Hapishaneyi bir okula çevirdik, orada hem okuma yazma öğrendim hem de arkadaşlarla çok derin tartışmalarımız oldu. Her şey üzerine tartışıyorduk kadın sorunundan, ulusal sorunlara yine ekonomi üzerine, ekoloji sorununa kadar her konuda yoğunlaşıyorduk. Devlet sürekli yanlış kartı oynuyordu. Yine yanlış kartı oynamıştı, beni cezaevine göndererek ehlileştirmeyi düşünüyorlardı ama yanıldılar.”
YAŞAMIMDA YENİ BİR SAYFA AÇILDI
Cezaevinden çıktıktan üç dört gün sonra dağların yolunu tuttuğunu söyleyen gerilla Kapar için Kürdistan dağları kendi deyimiyle “yaşamında yeni bir sayfa açtı.” PKK ise “yeni bir kişilik yarattı.”

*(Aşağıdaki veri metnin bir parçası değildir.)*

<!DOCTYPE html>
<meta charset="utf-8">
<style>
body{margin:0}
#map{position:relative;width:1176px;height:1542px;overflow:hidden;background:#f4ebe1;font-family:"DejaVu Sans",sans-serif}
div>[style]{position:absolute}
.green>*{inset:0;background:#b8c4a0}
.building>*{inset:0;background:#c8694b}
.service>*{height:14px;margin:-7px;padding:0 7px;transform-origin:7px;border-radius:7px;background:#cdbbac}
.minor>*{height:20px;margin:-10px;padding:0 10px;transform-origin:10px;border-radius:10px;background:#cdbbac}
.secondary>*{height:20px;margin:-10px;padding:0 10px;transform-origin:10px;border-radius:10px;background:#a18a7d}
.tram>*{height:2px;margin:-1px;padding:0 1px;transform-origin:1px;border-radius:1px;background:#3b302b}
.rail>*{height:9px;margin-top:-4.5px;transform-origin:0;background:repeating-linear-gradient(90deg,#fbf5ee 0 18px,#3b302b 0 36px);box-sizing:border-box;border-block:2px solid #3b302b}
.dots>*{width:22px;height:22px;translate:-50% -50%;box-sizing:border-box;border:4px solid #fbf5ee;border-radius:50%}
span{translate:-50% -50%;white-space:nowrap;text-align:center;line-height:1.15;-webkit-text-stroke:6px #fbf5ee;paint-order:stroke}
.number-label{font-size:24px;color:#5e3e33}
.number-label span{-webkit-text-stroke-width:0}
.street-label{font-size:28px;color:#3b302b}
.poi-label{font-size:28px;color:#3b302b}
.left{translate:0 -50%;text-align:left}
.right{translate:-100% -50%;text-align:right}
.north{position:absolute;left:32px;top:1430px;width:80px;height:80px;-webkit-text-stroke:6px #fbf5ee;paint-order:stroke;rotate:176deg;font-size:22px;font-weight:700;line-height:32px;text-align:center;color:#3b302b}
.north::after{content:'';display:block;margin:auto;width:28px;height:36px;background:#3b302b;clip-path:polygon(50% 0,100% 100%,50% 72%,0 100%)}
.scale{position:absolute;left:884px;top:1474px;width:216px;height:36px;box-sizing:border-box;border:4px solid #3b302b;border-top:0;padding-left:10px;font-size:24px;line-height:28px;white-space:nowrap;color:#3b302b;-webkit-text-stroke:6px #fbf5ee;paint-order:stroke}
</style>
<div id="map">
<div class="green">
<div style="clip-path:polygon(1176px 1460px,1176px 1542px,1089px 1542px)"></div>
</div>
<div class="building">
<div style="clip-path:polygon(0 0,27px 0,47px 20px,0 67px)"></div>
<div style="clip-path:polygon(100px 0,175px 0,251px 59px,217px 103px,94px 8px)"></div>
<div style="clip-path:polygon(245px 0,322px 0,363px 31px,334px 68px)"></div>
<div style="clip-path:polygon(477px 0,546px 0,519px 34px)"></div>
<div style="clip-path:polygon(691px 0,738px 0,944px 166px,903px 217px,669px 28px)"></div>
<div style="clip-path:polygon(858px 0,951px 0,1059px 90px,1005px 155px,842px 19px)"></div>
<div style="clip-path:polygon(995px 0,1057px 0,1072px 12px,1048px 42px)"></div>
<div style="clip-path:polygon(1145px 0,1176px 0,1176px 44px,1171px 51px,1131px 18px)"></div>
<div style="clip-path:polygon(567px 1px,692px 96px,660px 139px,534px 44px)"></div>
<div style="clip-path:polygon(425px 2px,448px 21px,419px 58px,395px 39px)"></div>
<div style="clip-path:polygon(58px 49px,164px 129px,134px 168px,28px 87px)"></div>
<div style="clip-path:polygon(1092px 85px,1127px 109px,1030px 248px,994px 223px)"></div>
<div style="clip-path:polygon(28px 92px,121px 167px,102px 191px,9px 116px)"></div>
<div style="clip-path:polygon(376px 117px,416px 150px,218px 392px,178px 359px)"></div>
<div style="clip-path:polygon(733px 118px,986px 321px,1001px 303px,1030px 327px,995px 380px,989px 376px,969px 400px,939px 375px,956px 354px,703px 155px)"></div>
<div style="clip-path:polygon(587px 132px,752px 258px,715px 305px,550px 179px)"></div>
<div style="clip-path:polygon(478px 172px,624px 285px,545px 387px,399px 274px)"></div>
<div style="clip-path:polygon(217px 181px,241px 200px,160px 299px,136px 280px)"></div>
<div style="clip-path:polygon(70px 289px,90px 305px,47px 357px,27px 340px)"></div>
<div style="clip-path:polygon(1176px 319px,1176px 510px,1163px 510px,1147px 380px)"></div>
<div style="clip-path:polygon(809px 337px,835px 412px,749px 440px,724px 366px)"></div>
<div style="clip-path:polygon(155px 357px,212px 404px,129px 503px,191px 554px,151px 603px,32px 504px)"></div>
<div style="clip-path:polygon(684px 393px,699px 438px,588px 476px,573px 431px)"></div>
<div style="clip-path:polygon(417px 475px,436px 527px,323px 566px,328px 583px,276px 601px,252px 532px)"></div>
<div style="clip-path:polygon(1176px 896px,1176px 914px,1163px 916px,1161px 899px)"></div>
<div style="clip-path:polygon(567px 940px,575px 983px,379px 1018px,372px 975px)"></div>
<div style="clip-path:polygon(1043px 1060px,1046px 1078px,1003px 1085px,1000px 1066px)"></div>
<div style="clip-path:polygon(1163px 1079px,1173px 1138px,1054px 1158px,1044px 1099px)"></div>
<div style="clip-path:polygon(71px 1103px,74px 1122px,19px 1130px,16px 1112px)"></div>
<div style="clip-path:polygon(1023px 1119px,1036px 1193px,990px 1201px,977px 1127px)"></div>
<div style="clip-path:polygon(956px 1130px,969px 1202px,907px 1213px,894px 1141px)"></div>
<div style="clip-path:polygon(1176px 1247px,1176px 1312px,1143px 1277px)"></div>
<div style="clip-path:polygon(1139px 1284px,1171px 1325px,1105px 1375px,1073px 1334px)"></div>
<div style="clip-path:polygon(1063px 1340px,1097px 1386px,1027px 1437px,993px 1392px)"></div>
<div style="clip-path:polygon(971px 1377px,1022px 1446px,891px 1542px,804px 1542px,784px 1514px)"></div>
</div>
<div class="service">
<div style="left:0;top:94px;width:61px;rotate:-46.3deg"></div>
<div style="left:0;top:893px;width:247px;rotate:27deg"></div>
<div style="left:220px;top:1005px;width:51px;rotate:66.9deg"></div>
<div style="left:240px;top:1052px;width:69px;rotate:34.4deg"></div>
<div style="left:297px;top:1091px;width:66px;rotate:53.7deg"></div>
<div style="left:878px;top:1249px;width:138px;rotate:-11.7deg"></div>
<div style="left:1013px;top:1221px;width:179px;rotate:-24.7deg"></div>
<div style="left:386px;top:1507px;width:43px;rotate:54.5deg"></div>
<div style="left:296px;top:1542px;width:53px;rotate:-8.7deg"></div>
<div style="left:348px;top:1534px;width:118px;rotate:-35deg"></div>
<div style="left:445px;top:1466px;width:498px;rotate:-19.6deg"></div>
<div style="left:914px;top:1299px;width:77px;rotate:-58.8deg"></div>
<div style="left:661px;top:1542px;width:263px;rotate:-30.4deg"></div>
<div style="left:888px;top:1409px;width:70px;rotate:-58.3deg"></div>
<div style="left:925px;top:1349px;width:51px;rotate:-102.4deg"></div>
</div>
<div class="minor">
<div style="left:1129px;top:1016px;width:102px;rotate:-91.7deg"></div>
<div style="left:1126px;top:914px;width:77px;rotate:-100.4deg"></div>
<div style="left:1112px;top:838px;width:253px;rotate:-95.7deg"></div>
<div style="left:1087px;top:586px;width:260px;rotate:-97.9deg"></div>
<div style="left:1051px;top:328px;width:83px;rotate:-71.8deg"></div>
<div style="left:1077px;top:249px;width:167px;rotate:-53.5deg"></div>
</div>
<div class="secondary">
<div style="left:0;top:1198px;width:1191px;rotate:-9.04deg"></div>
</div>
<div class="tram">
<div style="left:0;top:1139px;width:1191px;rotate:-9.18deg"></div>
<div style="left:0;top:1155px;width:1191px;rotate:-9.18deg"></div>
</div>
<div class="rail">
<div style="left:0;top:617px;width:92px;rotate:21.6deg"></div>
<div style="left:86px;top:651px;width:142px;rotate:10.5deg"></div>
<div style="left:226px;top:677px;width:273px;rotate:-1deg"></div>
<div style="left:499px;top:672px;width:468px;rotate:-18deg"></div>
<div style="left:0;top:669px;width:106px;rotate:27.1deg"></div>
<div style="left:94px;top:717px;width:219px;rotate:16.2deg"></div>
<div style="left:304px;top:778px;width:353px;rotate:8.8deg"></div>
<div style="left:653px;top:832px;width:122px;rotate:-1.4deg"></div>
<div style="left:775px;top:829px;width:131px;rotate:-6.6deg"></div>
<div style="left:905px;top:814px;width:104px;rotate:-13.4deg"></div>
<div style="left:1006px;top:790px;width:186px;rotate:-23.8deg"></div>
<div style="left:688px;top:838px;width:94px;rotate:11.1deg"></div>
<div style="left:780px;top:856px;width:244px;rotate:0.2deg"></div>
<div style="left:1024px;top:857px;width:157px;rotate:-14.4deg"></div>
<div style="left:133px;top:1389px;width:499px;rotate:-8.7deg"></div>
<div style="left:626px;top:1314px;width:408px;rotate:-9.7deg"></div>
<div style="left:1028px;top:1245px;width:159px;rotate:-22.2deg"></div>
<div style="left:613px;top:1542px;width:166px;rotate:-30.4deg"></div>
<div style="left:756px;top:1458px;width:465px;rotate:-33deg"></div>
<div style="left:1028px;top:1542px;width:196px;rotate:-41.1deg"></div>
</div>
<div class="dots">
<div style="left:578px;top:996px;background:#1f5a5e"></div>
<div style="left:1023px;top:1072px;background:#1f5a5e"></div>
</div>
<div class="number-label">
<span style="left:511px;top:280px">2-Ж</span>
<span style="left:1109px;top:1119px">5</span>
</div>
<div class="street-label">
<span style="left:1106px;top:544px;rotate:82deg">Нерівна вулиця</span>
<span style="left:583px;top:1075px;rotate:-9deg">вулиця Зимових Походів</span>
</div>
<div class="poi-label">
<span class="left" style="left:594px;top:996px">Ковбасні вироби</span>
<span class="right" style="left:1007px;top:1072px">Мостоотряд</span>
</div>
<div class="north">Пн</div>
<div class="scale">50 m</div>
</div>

Şimdi O Türkiyeli gençlerin de, yeni bir yaşamı borçlu olduğunu düşündüğü PKK’yi doğru tanımalarını istiyor. Ve onlara şöyle sesleniyor:
“PKK milliyetçi bir parti değil, ne Türk düşmanıdır ne de Alevi düşmanıdır. PKK özgür yaşam arayışıdır. Ben hem Aleviyim hem de Türkmen ve PKK içinde kimliğimi, inancımı özgürce yaşayabiliyorum. PKK’yi resmi devlet kurumlarında öğrenemezsiniz. PKK öyle kavramlar sözlüğünden bakılarak da öğrenilecek bir parti değil. PKK’yi gerçekten tanımak istiyorsanız onun Önderliğine ve yaşam felsefesine bakın. PKK'yi yeni gün doğuşunda, yeni açan çiçekte arayın…”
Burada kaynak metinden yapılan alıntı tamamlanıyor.